»»

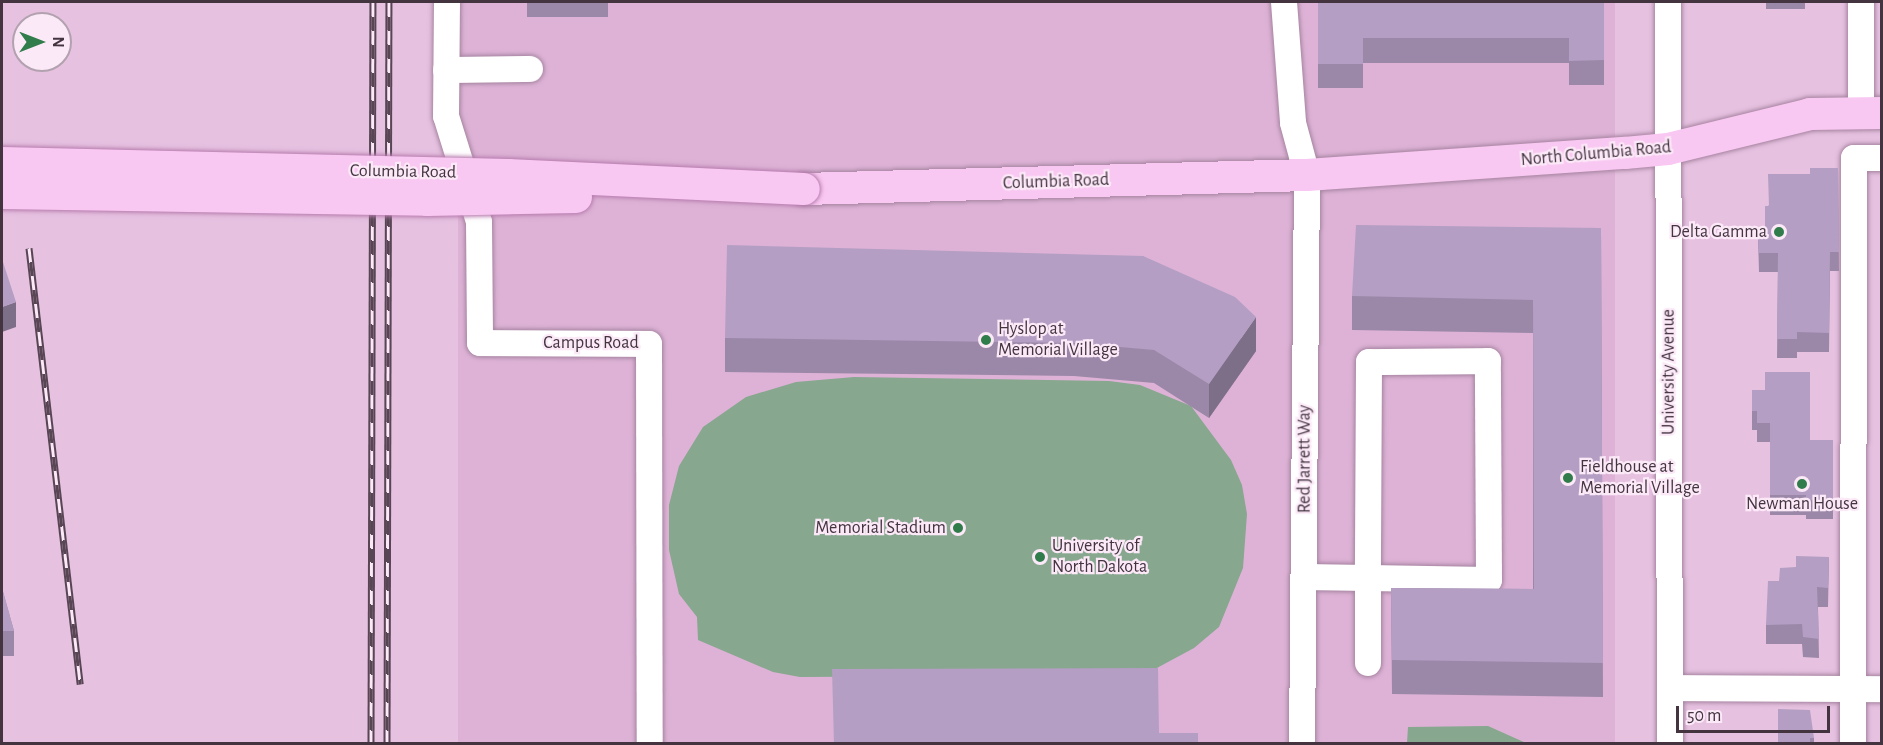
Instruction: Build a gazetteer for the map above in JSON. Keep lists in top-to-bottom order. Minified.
{"streets":{"main road":["North Columbia Road","Columbia Road"],"street":["Campus Road","University Avenue","Red Jarrett Way"]},"crossings":[["North Columbia Road","Columbia Road"],["North Columbia Road","University Avenue"],["North Columbia Road","Red Jarrett Way"],["Columbia Road","Red Jarrett Way"]],"places":["Delta Gamma","Hyslop at Memorial Village","Fieldhouse at Memorial Village","Newman House","Memorial Stadium","University of North Dakota"],"scale_bar":"50 m","north":"right"}
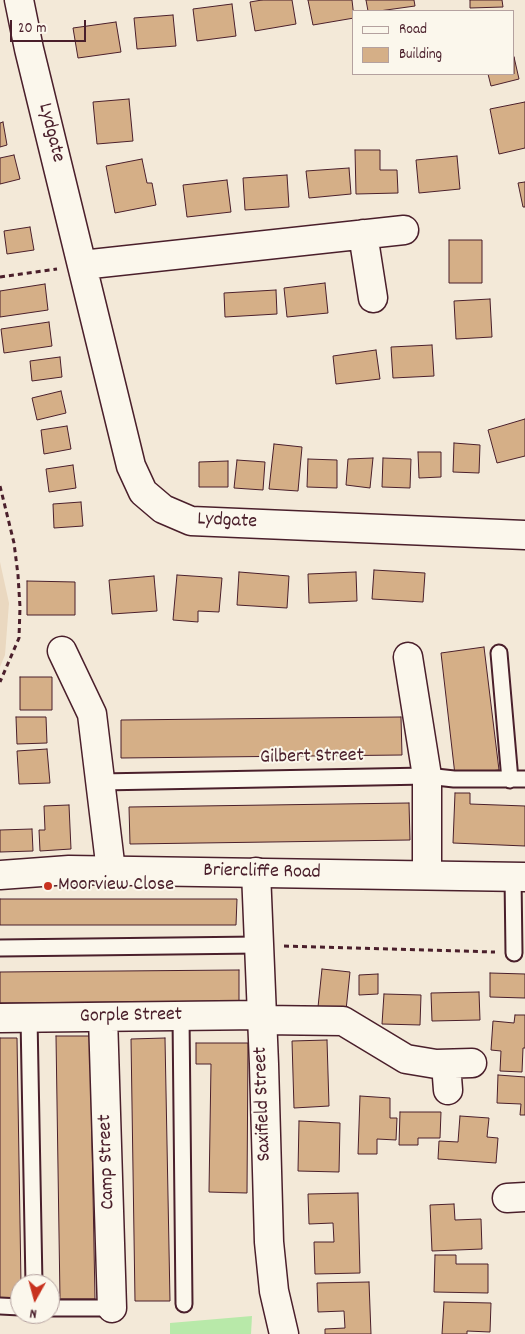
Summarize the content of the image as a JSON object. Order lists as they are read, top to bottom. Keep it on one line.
{"streets":{"street":["Lydgate","Briercliffe Road","Gorple Street","Saxifield Street","Camp Street"],"lane":["Gilbert Street"]},"crossings":[["Briercliffe Road","Saxifield Street"],["Gorple Street","Saxifield Street"],["Gorple Street","Camp Street"]],"places":["Moorview Close"],"legend":["Road","Building"],"scale_bar":"20 m","north":"bottom"}
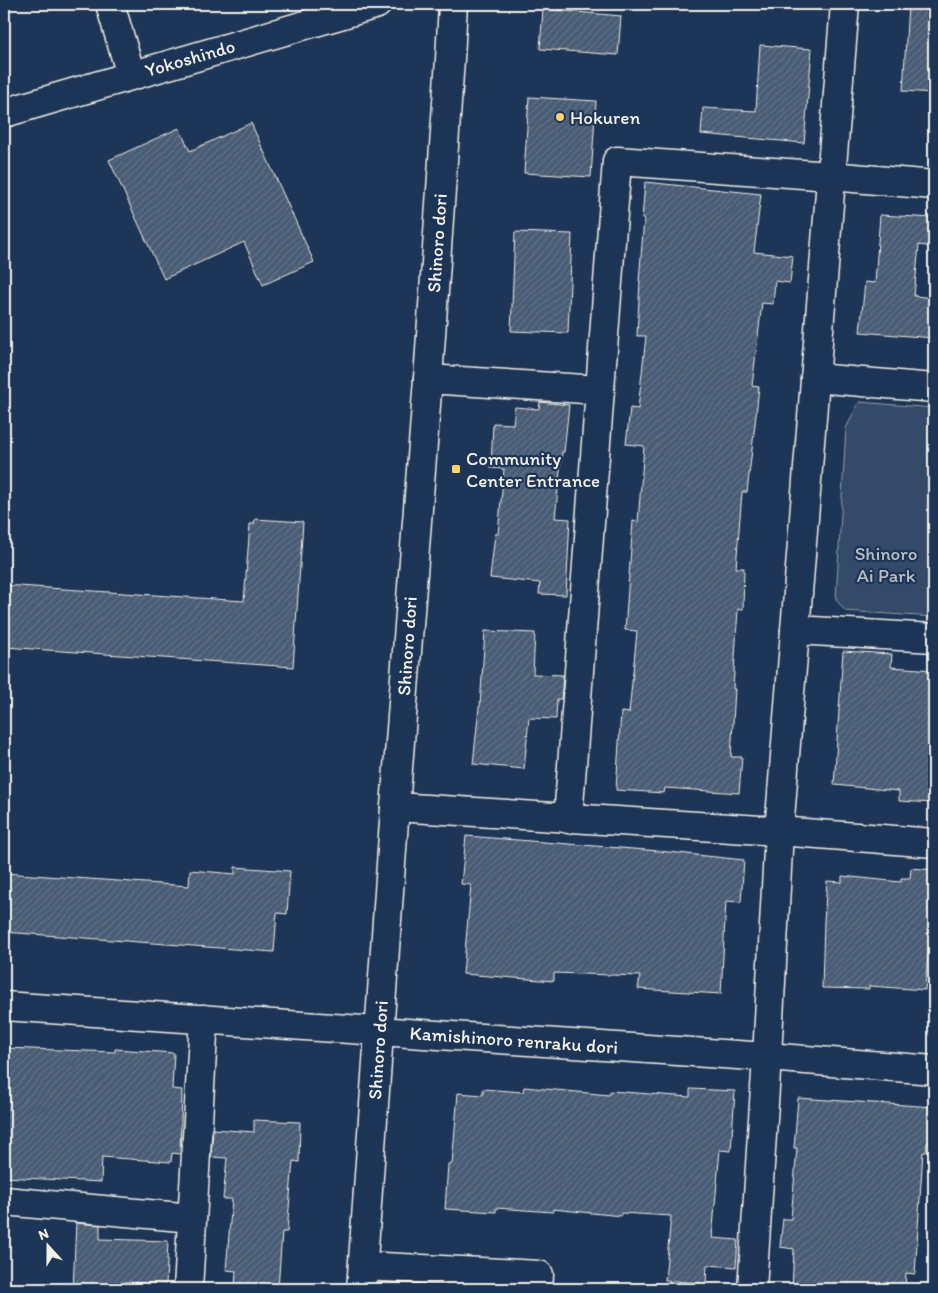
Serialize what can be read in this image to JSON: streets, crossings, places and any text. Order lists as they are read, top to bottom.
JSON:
{
  "streets": {
    "street": ["Yokoshindo", "Shinoro dori", "Kamishinoro renraku dori"]
  },
  "crossings": [
    ["Shinoro dori", "Kamishinoro renraku dori"]
  ],
  "parks": ["Shinoro Ai Park"],
  "places": {
    "other": ["Hokuren"],
    "transit": ["Community Center Entrance"]
  },
  "north": "top"
}
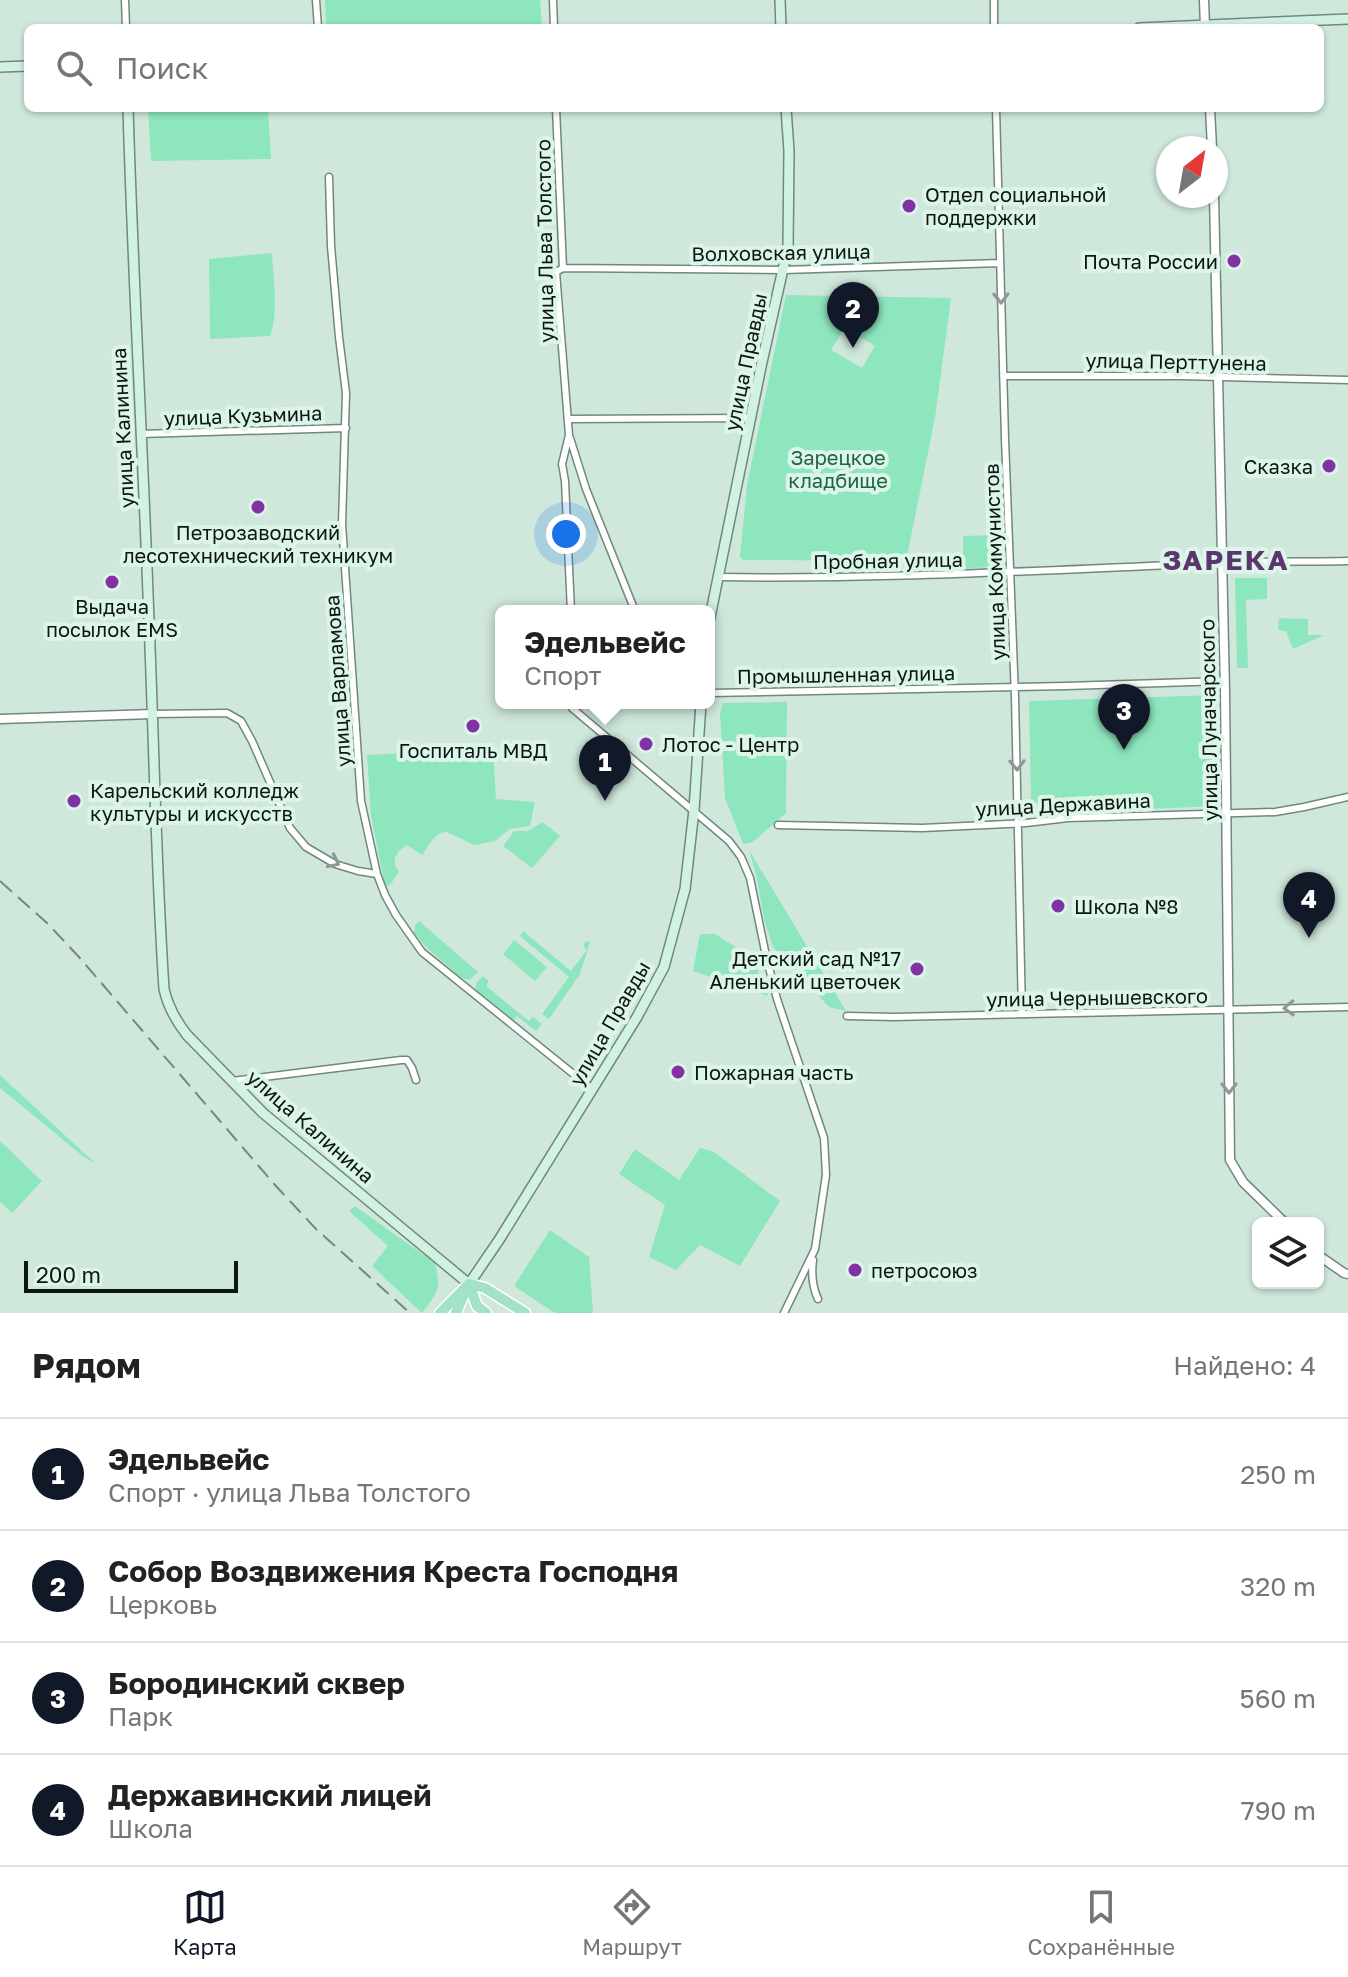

««

> _Try it_
Please make an exact copy of the whole listing and leave out its pictures.

> _Exercise response_
Instruction: Build a gazetteer for the map above in JSON. Keep lists in top-to-bottom order. Minified.
{"streets":{"main road":["North Columbia Road","Columbia Road"],"street":["Campus Road","University Avenue","Red Jarrett Way"]},"crossings":[["North Columbia Road","Columbia Road"],["North Columbia Road","University Avenue"],["North Columbia Road","Red Jarrett Way"],["Columbia Road","Red Jarrett Way"]],"places":["Delta Gamma","Hyslop at Memorial Village","Fieldhouse at Memorial Village","Newman House","Memorial Stadium","University of North Dakota"],"scale_bar":"50 m","north":"right"}
Summarize the content of the image as a JSON object. Order lists as they are read, top to bottom. Keep it on one line.
{"streets":{"street":["Lydgate","Briercliffe Road","Gorple Street","Saxifield Street","Camp Street"],"lane":["Gilbert Street"]},"crossings":[["Briercliffe Road","Saxifield Street"],["Gorple Street","Saxifield Street"],["Gorple Street","Camp Street"]],"places":["Moorview Close"],"legend":["Road","Building"],"scale_bar":"20 m","north":"bottom"}
Serialize what can be read in this image to JSON: streets, crossings, places and any text. Order lists as they are read, top to bottom.
JSON:
{
  "streets": {
    "street": ["Yokoshindo", "Shinoro dori", "Kamishinoro renraku dori"]
  },
  "crossings": [
    ["Shinoro dori", "Kamishinoro renraku dori"]
  ],
  "parks": ["Shinoro Ai Park"],
  "places": {
    "other": ["Hokuren"],
    "transit": ["Community Center Entrance"]
  },
  "north": "top"
}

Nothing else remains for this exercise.